#### [Brief]
What is needed is a word-for-word transcript of the listing, free of pictures.

#### [Records provided]
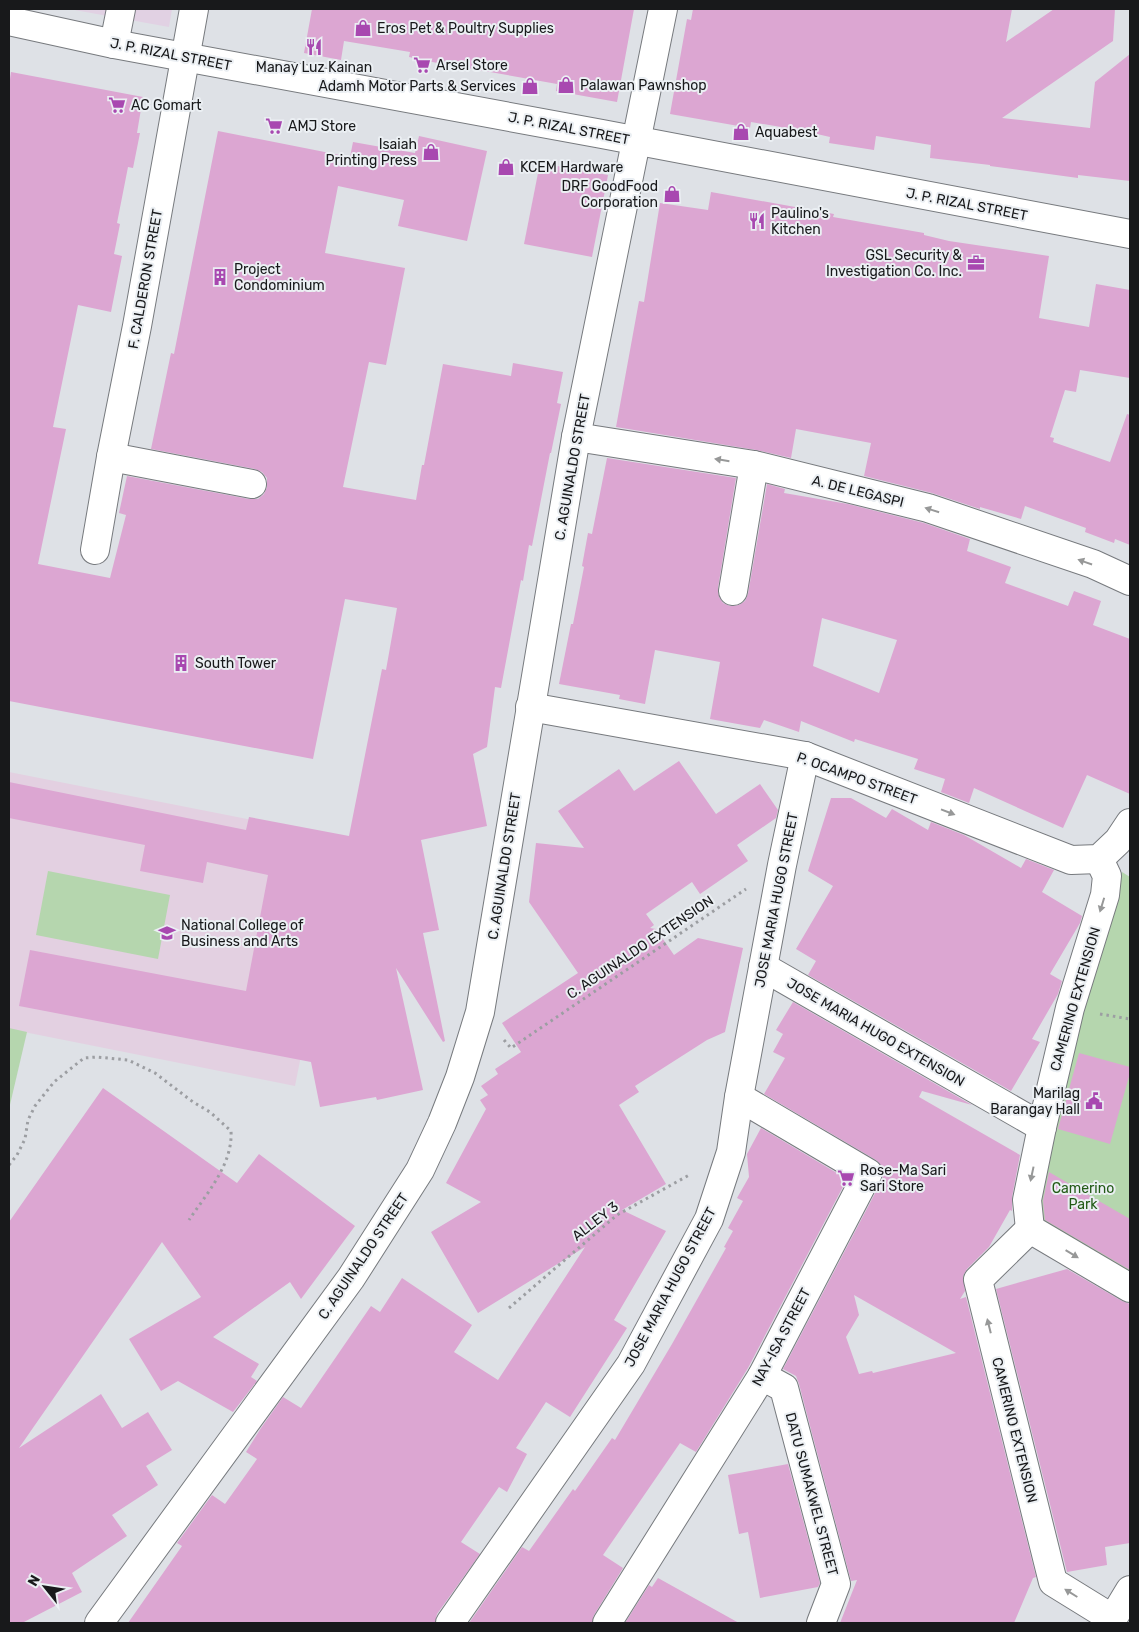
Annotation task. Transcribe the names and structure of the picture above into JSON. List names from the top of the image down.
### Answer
{
  "streets": {
    "street": [
      "J. P. RIZAL STREET",
      "F. CALDERON STREET",
      "C. AGUINALDO STREET",
      "A. DE LEGASPI",
      "P. OCAMPO STREET",
      "JOSE MARIA HUGO STREET",
      "CAMERINO EXTENSION",
      "JOSE MARIA HUGO EXTENSION",
      "NAY-ISA STREET",
      "DATU SUMAKWEL STREET"
    ],
    "path": ["C. AGUINALDO EXTENSION", "ALLEY 3"]
  },
  "crossings": [
    ["J. P. RIZAL STREET", "F. CALDERON STREET"],
    ["J. P. RIZAL STREET", "C. AGUINALDO STREET"],
    ["C. AGUINALDO STREET", "A. DE LEGASPI"],
    ["C. AGUINALDO STREET", "P. OCAMPO STREET"],
    ["P. OCAMPO STREET", "JOSE MARIA HUGO STREET"],
    ["P. OCAMPO STREET", "CAMERINO EXTENSION"],
    ["JOSE MARIA HUGO STREET", "C. AGUINALDO EXTENSION"],
    ["JOSE MARIA HUGO STREET", "JOSE MARIA HUGO EXTENSION"],
    ["JOSE MARIA HUGO STREET", "ALLEY 3"],
    ["JOSE MARIA HUGO STREET", "NAY-ISA STREET"],
    ["CAMERINO EXTENSION", "JOSE MARIA HUGO EXTENSION"],
    ["NAY-ISA STREET", "DATU SUMAKWEL STREET"]
  ],
  "one_way": ["A. DE LEGASPI", "P. OCAMPO STREET"],
  "parks": ["Camerino Park"],
  "places": {
    "shop": [
      "Eros Pet & Poultry Supplies",
      "Palawan Pawnshop",
      "Adamh Motor Parts & Services",
      "Aquabest",
      "Isaiah Printing Press",
      "KCEM Hardware",
      "DRF GoodFood Corporation"
    ],
    "restaurant": ["Manay Luz Kainan", "Paulino's Kitchen"],
    "supermarket": [
      "Arsel Store",
      "AC Gomart",
      "AMJ Store",
      "Rose-Ma Sari Sari Store"
    ],
    "office": ["GSL Security & Investigation Co. Inc."],
    "building": ["Project Condominium", "South Tower"],
    "school or university": ["National College of Business and Arts"],
    "public building": ["Marilag Barangay Hall"]
  },
  "north": "top left"
}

#### [Response box]
Annotation task. Transcribe the names and structure of the picture above into JSON. List names from the top of the image down.
### Answer
{
  "streets": {
    "street": [
      "J. P. RIZAL STREET",
      "F. CALDERON STREET",
      "C. AGUINALDO STREET",
      "A. DE LEGASPI",
      "P. OCAMPO STREET",
      "JOSE MARIA HUGO STREET",
      "CAMERINO EXTENSION",
      "JOSE MARIA HUGO EXTENSION",
      "NAY-ISA STREET",
      "DATU SUMAKWEL STREET"
    ],
    "path": ["C. AGUINALDO EXTENSION", "ALLEY 3"]
  },
  "crossings": [
    ["J. P. RIZAL STREET", "F. CALDERON STREET"],
    ["J. P. RIZAL STREET", "C. AGUINALDO STREET"],
    ["C. AGUINALDO STREET", "A. DE LEGASPI"],
    ["C. AGUINALDO STREET", "P. OCAMPO STREET"],
    ["P. OCAMPO STREET", "JOSE MARIA HUGO STREET"],
    ["P. OCAMPO STREET", "CAMERINO EXTENSION"],
    ["JOSE MARIA HUGO STREET", "C. AGUINALDO EXTENSION"],
    ["JOSE MARIA HUGO STREET", "JOSE MARIA HUGO EXTENSION"],
    ["JOSE MARIA HUGO STREET", "ALLEY 3"],
    ["JOSE MARIA HUGO STREET", "NAY-ISA STREET"],
    ["CAMERINO EXTENSION", "JOSE MARIA HUGO EXTENSION"],
    ["NAY-ISA STREET", "DATU SUMAKWEL STREET"]
  ],
  "one_way": ["A. DE LEGASPI", "P. OCAMPO STREET"],
  "parks": ["Camerino Park"],
  "places": {
    "shop": [
      "Eros Pet & Poultry Supplies",
      "Palawan Pawnshop",
      "Adamh Motor Parts & Services",
      "Aquabest",
      "Isaiah Printing Press",
      "KCEM Hardware",
      "DRF GoodFood Corporation"
    ],
    "restaurant": ["Manay Luz Kainan", "Paulino's Kitchen"],
    "supermarket": [
      "Arsel Store",
      "AC Gomart",
      "AMJ Store",
      "Rose-Ma Sari Sari Store"
    ],
    "office": ["GSL Security & Investigation Co. Inc."],
    "building": ["Project Condominium", "South Tower"],
    "school or university": ["National College of Business and Arts"],
    "public building": ["Marilag Barangay Hall"]
  },
  "north": "top left"
}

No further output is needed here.